Germany halts ACTA approval
Germany has delayed its approval of the ACTA treaty after the Justice Ministry voiced its concerns about the legislation. It is the third EU country after Poland and the Czech Republic to challenge the controversial treaty.
The Justice Ministry said that the European Parliament should vote on ACTA before it is considered by the state’s parliament.
Three of Germany’s parties, the Pirate Party, the Left Party and the Greens, have also spoken out against ACTA.
German protesters are expected to stage demonstrations in over 60 towns across the country on Saturday.

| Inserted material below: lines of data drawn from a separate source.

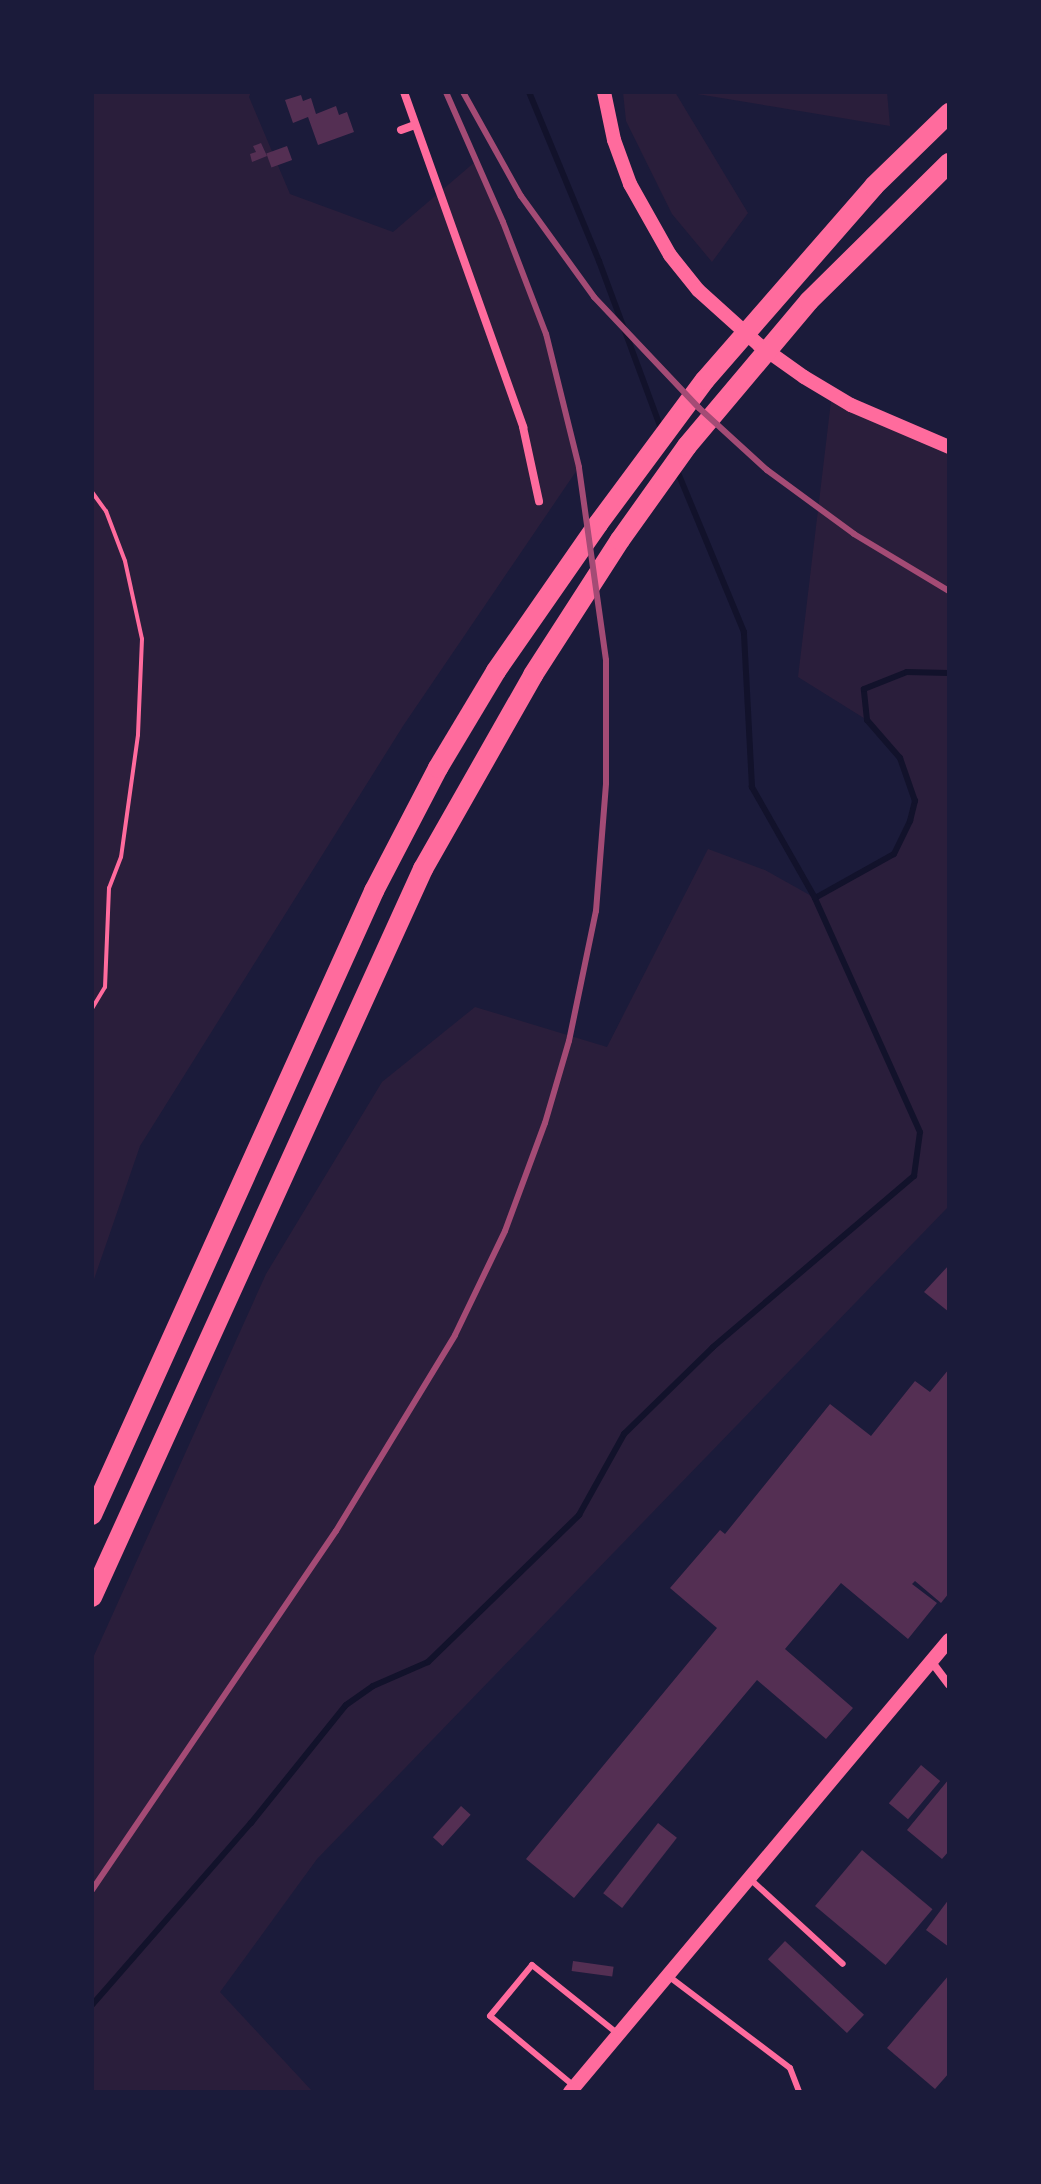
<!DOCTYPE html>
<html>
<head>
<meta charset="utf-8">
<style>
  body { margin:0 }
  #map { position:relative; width:1041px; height:2184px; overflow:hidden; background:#1b1b3a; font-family:"DejaVu Sans",sans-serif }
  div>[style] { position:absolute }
  .green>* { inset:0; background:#2a1e3b }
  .stream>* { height:6px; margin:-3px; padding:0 3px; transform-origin:3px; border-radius:3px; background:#12122b }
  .building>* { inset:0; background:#542f53; transform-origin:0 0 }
  .path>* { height:4px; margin:-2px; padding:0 2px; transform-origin:2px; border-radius:2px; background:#ff6b9d }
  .service>* { height:6px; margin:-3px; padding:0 3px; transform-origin:3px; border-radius:3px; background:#ff6b9d }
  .minor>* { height:8px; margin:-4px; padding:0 4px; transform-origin:4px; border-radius:4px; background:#ff6b9d }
  .tertiary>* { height:14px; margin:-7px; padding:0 7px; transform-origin:7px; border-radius:7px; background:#ff6b9d }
  .motorway>* { height:20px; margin:-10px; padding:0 10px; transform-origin:10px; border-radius:10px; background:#ff6b9d }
  .rail>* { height:6px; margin:-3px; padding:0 3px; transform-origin:3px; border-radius:3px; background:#a44b75 }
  span { translate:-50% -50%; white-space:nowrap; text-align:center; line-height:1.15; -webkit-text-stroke:6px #1b1b3a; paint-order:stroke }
  .frame { position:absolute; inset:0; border:94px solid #1b1b3a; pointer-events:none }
</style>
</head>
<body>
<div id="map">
  <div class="green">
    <i style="clip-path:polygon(92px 92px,251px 92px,249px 97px,290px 194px,393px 232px,476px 161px,546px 334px,579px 467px,403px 726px,140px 1146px,92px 1285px)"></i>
    <i style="clip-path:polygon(623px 92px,675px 92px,748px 213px,712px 262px,672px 214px,626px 121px)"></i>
    <i style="clip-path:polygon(685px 92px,887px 92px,890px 126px)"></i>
    <i style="clip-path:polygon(832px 393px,949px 447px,949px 1206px,317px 1859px,220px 1992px,313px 2092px,92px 2092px,92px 1660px,266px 1274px,382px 1082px,475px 1007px,607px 1047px,708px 849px,765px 870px,815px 898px,894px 854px,910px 821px,915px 801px,900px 758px,867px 720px,798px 677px)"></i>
  </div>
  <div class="stream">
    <i style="left:529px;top:92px;width:183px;rotate:67.5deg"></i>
    <i style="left:599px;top:261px;width:181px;rotate:69.7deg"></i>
    <i style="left:815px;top:898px;width:90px;rotate:-29.1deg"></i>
    <i style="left:894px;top:854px;width:37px;rotate:-64deg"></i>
    <i style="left:910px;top:821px;width:21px;rotate:-76deg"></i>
    <i style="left:915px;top:801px;width:46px;rotate:-109.2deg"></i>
    <i style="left:900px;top:758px;width:50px;rotate:-131deg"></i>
    <i style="left:867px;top:720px;width:31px;rotate:-96deg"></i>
    <i style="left:864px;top:689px;width:46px;rotate:-21.6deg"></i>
    <i style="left:907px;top:672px;width:42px;rotate:1.4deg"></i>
    <i style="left:92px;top:2005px;width:242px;rotate:-48.9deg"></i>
    <i style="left:251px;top:1823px;width:151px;rotate:-51.2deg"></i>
    <i style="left:346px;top:1705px;width:33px;rotate:-35deg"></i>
    <i style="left:373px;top:1686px;width:60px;rotate:-23.6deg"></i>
    <i style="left:428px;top:1662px;width:211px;rotate:-44.2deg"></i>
    <i style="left:579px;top:1515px;width:93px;rotate:-60.9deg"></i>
    <i style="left:624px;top:1434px;width:124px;rotate:-44.3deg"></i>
    <i style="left:713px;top:1347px;width:264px;rotate:-40.4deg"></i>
    <i style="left:914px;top:1176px;width:44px;rotate:-82.2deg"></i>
    <i style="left:920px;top:1132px;width:256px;rotate:-114.2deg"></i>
    <i style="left:815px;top:898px;width:128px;rotate:-119.6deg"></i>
    <i style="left:752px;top:787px;width:155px;rotate:-93deg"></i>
    <i style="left:744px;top:632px;width:178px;rotate:-112.5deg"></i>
  </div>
  <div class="building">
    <i style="clip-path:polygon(301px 95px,303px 101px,311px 98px,316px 114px,336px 106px,339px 115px,347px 112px,354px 132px,318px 145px,308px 117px,293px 123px,285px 100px)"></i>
    <i style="clip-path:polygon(261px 143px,267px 156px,252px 162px,250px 154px,256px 152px,253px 146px)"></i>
    <i style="left:287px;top:146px;width:15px;height:22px;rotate:70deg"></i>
    <i style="clip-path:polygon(949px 1265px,949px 1312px,924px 1292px)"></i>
    <i style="clip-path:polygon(949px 1369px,949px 1593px,941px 1603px,915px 1581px,912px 1584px,937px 1603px,908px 1639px,841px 1583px,785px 1649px,853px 1708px,826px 1739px,757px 1680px,574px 1898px,526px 1859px,717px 1628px,670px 1588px,720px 1530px,725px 1534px,830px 1404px,871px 1436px,915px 1381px,930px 1392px)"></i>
    <i style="left:921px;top:1765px;width:25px;height:50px;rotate:40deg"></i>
    <i style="clip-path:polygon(949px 1779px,949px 1851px,942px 1859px,907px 1830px)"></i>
    <i style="left:461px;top:1806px;width:13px;height:42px;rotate:42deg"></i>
    <i style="left:658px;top:1823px;width:24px;height:89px;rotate:38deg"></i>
    <i style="left:862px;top:1850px;width:92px;height:73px;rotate:40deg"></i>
    <i style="clip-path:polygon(949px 1899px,949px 1947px,926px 1930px)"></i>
    <i style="left:785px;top:1941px;width:108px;height:25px;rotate:43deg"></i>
    <i style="left:573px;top:1961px;width:41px;height:10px;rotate:8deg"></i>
    <i style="clip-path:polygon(949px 1975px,949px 2073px,935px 2089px,887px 2048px)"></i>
  </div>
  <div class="path">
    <i style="left:92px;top:492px;width:24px;rotate:54deg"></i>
    <i style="left:106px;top:511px;width:53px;rotate:69.2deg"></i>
    <i style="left:125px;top:561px;width:80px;rotate:77.7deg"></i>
    <i style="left:142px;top:639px;width:96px;rotate:92.4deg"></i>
    <i style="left:138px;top:735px;width:123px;rotate:97.9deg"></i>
    <i style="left:121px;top:857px;width:33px;rotate:111deg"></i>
    <i style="left:109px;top:888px;width:99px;rotate:92.3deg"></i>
    <i style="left:105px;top:987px;width:26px;rotate:121deg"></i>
  </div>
  <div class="service">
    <i style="left:749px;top:1878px;width:127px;rotate:42.5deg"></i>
    <i style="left:667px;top:1975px;width:154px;rotate:37.1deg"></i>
    <i style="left:790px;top:2068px;width:26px;rotate:69deg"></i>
    <i style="left:574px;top:2086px;width:109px;rotate:-140.2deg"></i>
    <i style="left:490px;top:2016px;width:66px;rotate:-50.5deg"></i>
    <i style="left:532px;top:1965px;width:110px;rotate:38.7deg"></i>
  </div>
  <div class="minor">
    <i style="left:404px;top:92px;width:356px;rotate:70.4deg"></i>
    <i style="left:523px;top:427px;width:76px;rotate:77.8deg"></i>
    <i style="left:401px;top:130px;width:15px;rotate:-20deg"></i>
    <i style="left:931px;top:1661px;width:30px;rotate:53deg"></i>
  </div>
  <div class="tertiary">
    <i style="left:604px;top:92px;width:49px;rotate:78.2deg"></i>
    <i style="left:614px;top:140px;width:47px;rotate:70deg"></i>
    <i style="left:630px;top:184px;width:81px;rotate:60.6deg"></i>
    <i style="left:670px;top:255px;width:45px;rotate:51.3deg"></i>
    <i style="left:698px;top:290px;width:82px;rotate:42deg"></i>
    <i style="left:759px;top:345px;width:55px;rotate:35.4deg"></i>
    <i style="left:804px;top:377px;width:55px;rotate:30.8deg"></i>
    <i style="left:851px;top:405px;width:107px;rotate:23.2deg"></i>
    <i style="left:570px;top:2092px;width:590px;rotate:-50.02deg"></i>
  </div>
  <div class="motorway">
    <i style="left:92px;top:1515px;width:685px;rotate:-65.68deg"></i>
    <i style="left:374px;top:891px;width:139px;rotate:-62.5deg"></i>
    <i style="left:438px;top:768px;width:113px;rotate:-59.1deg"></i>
    <i style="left:496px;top:671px;width:179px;rotate:-55.2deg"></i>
    <i style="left:598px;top:524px;width:179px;rotate:-53.4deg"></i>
    <i style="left:705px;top:380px;width:257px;rotate:-48.9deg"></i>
    <i style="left:874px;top:186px;width:105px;rotate:-44.2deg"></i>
    <i style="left:92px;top:1597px;width:800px;rotate:-65.55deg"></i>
    <i style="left:423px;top:869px;width:223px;rotate:-60.4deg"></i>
    <i style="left:533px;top:675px;width:161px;rotate:-57.2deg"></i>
    <i style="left:620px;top:540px;width:115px;rotate:-54.5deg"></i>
    <i style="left:687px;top:446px;width:189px;rotate:-49.9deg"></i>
    <i style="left:809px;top:301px;width:197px;rotate:-44.6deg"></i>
  </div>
  <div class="rail">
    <i style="left:463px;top:92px;width:119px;rotate:60.9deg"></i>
    <i style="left:521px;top:196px;width:125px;rotate:54.1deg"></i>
    <i style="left:594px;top:297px;width:153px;rotate:46.6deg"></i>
    <i style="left:699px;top:408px;width:92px;rotate:42.4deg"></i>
    <i style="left:767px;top:470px;width:108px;rotate:36.3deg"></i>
    <i style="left:854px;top:534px;width:111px;rotate:31deg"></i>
    <i style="left:92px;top:1890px;width:434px;rotate:-55.8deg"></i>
    <i style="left:336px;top:1531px;width:229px;rotate:-58.7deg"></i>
    <i style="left:455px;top:1335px;width:115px;rotate:-64.3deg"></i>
    <i style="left:505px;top:1231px;width:115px;rotate:-69.7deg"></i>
    <i style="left:545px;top:1123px;width:85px;rotate:-73.7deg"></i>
    <i style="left:569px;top:1041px;width:133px;rotate:-78.3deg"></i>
    <i style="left:596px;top:911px;width:128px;rotate:-85.5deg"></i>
    <i style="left:606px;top:783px;width:123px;rotate:-90deg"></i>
    <i style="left:606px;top:660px;width:195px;rotate:-98deg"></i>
    <i style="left:579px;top:467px;width:137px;rotate:-103.9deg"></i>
    <i style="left:546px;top:334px;width:120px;rotate:-111deg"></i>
    <i style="left:503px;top:222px;width:142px;rotate:-113.7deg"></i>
  </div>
  <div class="frame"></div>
</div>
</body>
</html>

Earlier Poland and the Czech Republic had refused to approve the agreement. Both countries saw major protests in the streets. Critics of ACTA accuse its authors of hammering out the agreement in secret and say the deal will limit online freedom of speech.
On January 26, the controversial ACTA treaty was signed by the 22 of 27 European Union member states, and the EU itself. It now has to be ratified by the European Parliament and is scheduled to be debated in June.
ACTA is an international agreement aimed at protecting intellectual property. It shares similarities with the Stop Online Piracy Act (SOPA) in the US, which was shelved by lawmakers after a partial blackout by Wikipedia and Google in protest.
The ACTA treaty was negotiated by industrialized countries struggling for ways to fight intellectual property theft. The US, most of the EU, Australia, Canada, Japan and several other countries have signed the treaty.